Exercise prompt = Write out the entries below exactly, from the first line to the one with "padding:0 40px; list-style:none;", both ends included.

>>>>>

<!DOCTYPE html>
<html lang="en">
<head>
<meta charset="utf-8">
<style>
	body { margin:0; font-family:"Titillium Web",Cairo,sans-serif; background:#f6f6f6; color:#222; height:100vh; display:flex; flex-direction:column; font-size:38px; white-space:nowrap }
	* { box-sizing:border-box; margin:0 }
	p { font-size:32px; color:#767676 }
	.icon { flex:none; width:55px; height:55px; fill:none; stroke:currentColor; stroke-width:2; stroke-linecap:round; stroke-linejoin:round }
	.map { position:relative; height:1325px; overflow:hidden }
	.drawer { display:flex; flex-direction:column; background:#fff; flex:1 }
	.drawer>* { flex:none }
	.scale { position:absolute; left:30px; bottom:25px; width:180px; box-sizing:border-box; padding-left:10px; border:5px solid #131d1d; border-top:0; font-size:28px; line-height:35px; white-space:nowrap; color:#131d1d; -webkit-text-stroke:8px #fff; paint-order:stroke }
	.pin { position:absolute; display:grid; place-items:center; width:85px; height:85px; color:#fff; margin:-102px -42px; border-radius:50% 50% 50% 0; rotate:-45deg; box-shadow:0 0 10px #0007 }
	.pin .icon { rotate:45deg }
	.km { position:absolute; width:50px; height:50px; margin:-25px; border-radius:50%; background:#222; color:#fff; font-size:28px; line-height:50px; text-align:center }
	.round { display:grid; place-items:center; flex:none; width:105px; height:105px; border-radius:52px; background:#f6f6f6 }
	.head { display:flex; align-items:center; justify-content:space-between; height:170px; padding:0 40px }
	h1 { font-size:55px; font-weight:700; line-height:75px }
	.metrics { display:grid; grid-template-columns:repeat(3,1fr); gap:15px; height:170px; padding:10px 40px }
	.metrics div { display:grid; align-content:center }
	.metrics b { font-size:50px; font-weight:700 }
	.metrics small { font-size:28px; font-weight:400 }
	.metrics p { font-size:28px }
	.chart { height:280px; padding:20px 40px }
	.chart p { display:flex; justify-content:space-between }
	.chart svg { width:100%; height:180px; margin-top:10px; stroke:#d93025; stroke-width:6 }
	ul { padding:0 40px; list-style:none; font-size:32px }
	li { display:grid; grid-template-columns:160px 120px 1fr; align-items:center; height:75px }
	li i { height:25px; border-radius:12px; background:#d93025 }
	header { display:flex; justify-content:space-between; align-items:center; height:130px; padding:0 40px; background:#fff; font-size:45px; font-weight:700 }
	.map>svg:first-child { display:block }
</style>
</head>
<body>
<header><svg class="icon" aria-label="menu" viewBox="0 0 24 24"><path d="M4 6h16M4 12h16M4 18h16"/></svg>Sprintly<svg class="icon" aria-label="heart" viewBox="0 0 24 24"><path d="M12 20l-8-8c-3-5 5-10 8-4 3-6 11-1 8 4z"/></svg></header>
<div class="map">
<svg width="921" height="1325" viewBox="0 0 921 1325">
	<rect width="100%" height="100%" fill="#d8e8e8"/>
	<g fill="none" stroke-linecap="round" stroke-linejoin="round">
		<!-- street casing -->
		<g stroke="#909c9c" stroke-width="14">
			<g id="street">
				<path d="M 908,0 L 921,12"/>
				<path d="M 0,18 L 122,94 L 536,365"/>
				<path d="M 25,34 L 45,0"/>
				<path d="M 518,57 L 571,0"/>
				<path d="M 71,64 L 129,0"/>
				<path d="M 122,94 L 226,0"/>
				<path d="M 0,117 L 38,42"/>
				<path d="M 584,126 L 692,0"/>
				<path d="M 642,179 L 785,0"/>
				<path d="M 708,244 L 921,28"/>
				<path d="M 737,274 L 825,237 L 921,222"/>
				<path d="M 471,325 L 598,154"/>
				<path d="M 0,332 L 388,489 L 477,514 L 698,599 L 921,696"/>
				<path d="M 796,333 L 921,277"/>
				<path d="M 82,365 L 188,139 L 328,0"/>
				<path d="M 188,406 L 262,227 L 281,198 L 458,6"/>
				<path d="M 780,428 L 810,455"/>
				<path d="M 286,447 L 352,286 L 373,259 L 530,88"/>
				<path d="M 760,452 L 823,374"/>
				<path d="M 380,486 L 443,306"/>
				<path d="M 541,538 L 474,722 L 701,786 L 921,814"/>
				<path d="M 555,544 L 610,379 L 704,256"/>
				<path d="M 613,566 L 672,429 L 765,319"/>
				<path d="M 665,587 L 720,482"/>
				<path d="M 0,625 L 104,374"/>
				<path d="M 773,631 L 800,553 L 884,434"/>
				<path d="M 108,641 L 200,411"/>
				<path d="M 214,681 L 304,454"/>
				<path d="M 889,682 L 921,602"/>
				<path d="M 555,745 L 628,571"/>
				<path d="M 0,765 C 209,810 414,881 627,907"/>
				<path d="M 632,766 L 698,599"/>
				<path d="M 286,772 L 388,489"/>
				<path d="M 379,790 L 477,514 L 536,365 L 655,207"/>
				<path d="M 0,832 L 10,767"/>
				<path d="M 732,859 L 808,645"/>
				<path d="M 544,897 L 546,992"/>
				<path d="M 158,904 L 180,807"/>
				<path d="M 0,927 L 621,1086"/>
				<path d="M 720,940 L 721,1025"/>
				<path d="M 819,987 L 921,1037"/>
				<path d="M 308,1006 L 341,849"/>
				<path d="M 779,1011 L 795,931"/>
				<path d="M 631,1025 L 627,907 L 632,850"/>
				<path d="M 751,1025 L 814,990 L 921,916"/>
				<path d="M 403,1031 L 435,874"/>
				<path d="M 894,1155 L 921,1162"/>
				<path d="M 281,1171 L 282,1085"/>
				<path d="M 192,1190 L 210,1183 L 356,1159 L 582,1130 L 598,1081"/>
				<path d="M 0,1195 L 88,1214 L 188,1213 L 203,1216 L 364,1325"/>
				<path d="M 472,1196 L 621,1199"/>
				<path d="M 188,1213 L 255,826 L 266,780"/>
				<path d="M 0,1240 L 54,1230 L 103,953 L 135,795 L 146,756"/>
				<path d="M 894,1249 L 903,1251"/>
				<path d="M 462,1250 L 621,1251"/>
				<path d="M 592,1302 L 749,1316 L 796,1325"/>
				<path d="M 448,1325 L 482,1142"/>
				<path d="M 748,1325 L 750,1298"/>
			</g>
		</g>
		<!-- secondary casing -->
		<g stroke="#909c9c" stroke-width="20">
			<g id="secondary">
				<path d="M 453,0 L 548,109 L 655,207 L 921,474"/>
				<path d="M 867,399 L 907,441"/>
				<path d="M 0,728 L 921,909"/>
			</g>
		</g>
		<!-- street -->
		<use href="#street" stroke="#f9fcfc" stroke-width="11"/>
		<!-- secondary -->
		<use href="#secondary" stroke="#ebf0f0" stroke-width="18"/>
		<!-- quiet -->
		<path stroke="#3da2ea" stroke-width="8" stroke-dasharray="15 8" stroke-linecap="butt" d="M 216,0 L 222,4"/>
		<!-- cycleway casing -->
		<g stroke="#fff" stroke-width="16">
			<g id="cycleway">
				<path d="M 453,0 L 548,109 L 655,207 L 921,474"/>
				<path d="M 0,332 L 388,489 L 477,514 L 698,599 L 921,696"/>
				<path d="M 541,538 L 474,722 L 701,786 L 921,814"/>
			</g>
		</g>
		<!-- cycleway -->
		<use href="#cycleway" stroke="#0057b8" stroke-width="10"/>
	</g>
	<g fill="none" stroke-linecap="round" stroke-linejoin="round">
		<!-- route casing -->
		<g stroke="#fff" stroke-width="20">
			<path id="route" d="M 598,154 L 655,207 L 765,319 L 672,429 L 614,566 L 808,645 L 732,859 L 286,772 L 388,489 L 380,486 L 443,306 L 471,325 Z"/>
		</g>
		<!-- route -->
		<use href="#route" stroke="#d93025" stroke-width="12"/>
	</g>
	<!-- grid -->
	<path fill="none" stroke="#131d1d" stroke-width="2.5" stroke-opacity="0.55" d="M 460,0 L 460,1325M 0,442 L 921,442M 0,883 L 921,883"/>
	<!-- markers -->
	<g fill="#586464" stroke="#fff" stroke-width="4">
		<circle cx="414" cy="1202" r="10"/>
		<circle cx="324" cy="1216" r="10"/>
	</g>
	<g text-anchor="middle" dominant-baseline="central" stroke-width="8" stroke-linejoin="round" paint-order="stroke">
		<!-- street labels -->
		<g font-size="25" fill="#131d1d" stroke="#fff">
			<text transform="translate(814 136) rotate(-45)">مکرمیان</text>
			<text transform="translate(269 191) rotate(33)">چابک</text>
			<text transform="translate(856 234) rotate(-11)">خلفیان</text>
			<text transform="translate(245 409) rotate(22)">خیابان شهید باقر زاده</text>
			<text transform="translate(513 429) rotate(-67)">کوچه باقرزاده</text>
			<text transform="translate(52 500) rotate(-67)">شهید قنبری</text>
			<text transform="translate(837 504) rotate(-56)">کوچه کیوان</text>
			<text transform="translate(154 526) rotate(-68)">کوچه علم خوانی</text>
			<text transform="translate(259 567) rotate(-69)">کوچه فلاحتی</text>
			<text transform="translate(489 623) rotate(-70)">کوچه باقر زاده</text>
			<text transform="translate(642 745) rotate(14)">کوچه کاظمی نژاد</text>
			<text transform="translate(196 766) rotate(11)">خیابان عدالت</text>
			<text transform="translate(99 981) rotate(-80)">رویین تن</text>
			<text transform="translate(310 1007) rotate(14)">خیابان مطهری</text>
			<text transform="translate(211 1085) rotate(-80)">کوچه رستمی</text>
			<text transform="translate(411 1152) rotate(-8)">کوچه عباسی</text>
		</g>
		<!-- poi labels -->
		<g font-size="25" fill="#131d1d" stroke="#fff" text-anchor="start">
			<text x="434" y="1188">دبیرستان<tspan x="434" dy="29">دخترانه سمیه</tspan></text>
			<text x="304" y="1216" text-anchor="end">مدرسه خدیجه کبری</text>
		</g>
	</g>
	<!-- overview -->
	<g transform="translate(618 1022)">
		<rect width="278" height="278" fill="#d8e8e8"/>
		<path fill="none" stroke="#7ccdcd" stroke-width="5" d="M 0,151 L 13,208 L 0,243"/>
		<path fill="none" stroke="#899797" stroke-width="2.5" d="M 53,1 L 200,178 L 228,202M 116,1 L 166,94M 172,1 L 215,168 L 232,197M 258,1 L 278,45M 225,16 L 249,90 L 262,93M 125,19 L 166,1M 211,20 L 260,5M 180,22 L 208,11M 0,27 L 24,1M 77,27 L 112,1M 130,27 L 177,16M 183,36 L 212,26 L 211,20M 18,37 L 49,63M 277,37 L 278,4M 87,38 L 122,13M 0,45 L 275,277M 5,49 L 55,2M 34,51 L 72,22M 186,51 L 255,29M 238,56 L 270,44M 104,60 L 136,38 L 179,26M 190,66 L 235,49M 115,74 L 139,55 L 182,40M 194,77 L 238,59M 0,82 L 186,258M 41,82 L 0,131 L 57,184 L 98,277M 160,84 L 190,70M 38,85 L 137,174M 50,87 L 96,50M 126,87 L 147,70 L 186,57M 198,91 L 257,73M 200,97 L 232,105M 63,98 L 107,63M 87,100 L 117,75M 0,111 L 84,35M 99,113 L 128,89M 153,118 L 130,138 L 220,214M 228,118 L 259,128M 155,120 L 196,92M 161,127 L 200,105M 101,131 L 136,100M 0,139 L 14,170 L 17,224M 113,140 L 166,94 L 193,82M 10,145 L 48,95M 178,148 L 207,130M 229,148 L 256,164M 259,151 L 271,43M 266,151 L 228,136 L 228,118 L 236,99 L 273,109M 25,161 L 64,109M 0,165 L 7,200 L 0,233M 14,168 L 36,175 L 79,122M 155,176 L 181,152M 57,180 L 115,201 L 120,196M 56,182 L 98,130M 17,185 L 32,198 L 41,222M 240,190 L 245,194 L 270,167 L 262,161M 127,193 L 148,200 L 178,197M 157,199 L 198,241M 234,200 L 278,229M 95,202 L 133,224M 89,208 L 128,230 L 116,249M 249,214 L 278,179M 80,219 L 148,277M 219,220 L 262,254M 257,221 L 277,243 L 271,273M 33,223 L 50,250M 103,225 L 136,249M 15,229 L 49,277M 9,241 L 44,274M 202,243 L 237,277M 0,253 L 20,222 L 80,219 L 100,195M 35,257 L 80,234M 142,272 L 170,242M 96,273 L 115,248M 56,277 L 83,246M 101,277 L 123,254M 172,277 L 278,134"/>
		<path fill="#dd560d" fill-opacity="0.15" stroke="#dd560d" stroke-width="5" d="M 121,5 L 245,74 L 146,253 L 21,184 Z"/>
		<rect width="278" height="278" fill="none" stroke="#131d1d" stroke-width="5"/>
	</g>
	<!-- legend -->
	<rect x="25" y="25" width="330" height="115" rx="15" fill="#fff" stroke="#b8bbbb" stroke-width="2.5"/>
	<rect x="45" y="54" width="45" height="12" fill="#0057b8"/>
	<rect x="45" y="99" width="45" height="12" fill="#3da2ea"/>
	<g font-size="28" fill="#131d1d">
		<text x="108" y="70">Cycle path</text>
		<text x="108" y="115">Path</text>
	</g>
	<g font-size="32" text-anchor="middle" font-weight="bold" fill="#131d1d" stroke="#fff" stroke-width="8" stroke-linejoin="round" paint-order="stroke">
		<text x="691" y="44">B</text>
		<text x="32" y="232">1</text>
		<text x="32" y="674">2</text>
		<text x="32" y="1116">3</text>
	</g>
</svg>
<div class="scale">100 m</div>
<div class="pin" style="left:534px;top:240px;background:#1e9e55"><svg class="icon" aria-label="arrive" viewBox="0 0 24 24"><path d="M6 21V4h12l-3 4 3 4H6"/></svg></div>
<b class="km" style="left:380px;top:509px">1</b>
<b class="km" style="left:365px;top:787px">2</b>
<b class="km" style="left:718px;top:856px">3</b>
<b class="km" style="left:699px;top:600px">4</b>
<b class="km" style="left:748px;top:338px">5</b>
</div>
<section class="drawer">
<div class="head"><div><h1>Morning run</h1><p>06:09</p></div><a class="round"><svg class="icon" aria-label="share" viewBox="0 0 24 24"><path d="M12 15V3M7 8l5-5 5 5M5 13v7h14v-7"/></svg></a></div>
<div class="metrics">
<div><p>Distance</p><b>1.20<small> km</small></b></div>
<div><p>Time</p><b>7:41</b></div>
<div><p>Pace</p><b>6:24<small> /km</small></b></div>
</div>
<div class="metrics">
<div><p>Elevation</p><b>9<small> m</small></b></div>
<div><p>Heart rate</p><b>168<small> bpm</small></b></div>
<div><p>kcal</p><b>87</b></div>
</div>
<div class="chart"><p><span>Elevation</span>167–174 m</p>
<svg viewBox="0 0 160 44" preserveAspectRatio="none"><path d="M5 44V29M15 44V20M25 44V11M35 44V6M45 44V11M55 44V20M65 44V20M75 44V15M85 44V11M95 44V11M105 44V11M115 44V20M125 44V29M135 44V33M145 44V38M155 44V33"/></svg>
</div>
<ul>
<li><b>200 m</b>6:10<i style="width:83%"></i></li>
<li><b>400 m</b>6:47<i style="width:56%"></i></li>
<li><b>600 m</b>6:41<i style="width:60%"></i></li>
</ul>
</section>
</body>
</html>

<<<<<

Response area =
<!DOCTYPE html>
<html lang="en">
<head>
<meta charset="utf-8">
<style>
	body { margin:0; font-family:"Titillium Web",Cairo,sans-serif; background:#f6f6f6; color:#222; height:100vh; display:flex; flex-direction:column; font-size:38px; white-space:nowrap }
	* { box-sizing:border-box; margin:0 }
	p { font-size:32px; color:#767676 }
	.icon { flex:none; width:55px; height:55px; fill:none; stroke:currentColor; stroke-width:2; stroke-linecap:round; stroke-linejoin:round }
	.map { position:relative; height:1325px; overflow:hidden }
	.drawer { display:flex; flex-direction:column; background:#fff; flex:1 }
	.drawer>* { flex:none }
	.scale { position:absolute; left:30px; bottom:25px; width:180px; box-sizing:border-box; padding-left:10px; border:5px solid #131d1d; border-top:0; font-size:28px; line-height:35px; white-space:nowrap; color:#131d1d; -webkit-text-stroke:8px #fff; paint-order:stroke }
	.pin { position:absolute; display:grid; place-items:center; width:85px; height:85px; color:#fff; margin:-102px -42px; border-radius:50% 50% 50% 0; rotate:-45deg; box-shadow:0 0 10px #0007 }
	.pin .icon { rotate:45deg }
	.km { position:absolute; width:50px; height:50px; margin:-25px; border-radius:50%; background:#222; color:#fff; font-size:28px; line-height:50px; text-align:center }
	.round { display:grid; place-items:center; flex:none; width:105px; height:105px; border-radius:52px; background:#f6f6f6 }
	.head { display:flex; align-items:center; justify-content:space-between; height:170px; padding:0 40px }
	h1 { font-size:55px; font-weight:700; line-height:75px }
	.metrics { display:grid; grid-template-columns:repeat(3,1fr); gap:15px; height:170px; padding:10px 40px }
	.metrics div { display:grid; align-content:center }
	.metrics b { font-size:50px; font-weight:700 }
	.metrics small { font-size:28px; font-weight:400 }
	.metrics p { font-size:28px }
	.chart { height:280px; padding:20px 40px }
	.chart p { display:flex; justify-content:space-between }
	.chart svg { width:100%; height:180px; margin-top:10px; stroke:#d93025; stroke-width:6 }
	ul { padding:0 40px; list-style:none; font-size:32px }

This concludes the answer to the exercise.